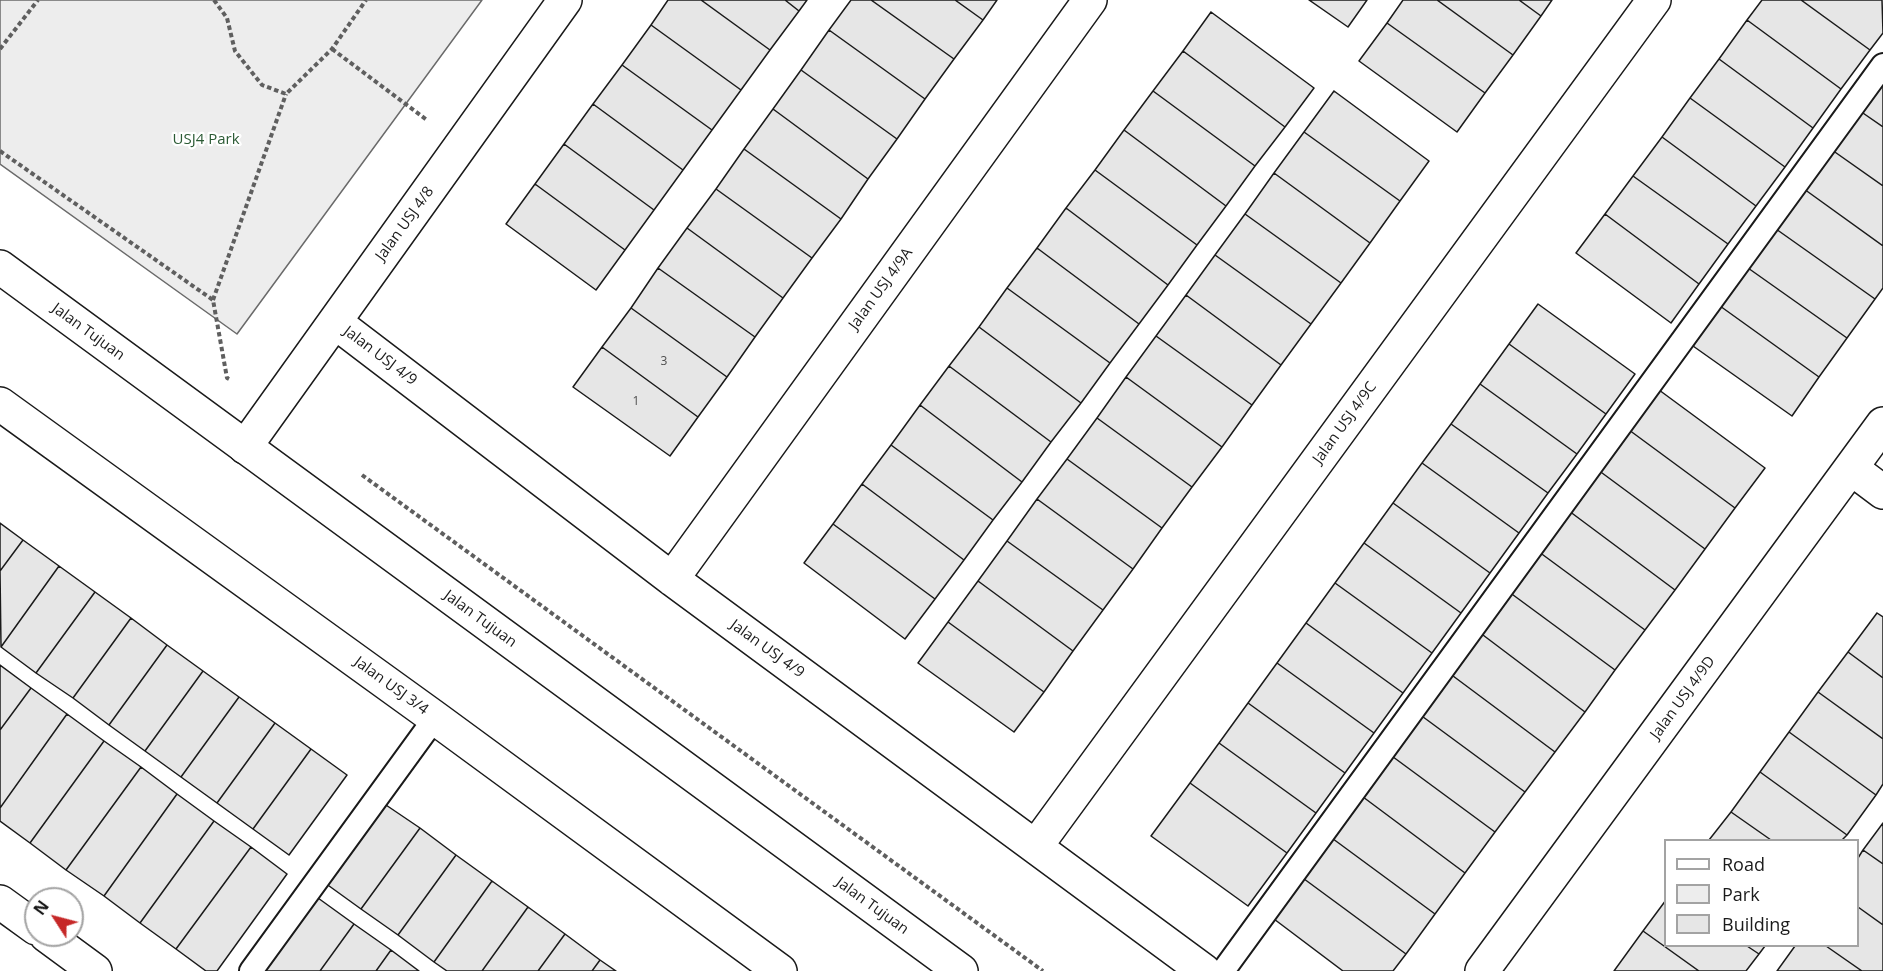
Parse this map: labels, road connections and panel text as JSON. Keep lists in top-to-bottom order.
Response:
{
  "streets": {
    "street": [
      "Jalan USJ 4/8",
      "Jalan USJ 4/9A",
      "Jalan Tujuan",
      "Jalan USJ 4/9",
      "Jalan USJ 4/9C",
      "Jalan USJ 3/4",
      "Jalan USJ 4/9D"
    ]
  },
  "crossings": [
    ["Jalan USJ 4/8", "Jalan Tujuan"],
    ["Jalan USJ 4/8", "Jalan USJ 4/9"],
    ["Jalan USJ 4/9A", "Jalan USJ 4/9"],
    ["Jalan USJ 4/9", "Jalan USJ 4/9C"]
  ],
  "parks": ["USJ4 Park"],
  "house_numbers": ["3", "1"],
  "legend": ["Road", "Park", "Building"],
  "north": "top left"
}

====

**The task:** Output each record above exactly as it stands, excluding all pictures.

**Solution for this task:**
Parse this map: labels, road connections and panel text as JSON. Keep lists in top-to-bottom order.
Response:
{
  "streets": {
    "street": [
      "Jalan USJ 4/8",
      "Jalan USJ 4/9A",
      "Jalan Tujuan",
      "Jalan USJ 4/9",
      "Jalan USJ 4/9C",
      "Jalan USJ 3/4",
      "Jalan USJ 4/9D"
    ]
  },
  "crossings": [
    ["Jalan USJ 4/8", "Jalan Tujuan"],
    ["Jalan USJ 4/8", "Jalan USJ 4/9"],
    ["Jalan USJ 4/9A", "Jalan USJ 4/9"],
    ["Jalan USJ 4/9", "Jalan USJ 4/9C"]
  ],
  "parks": ["USJ4 Park"],
  "house_numbers": ["3", "1"],
  "legend": ["Road", "Park", "Building"],
  "north": "top left"
}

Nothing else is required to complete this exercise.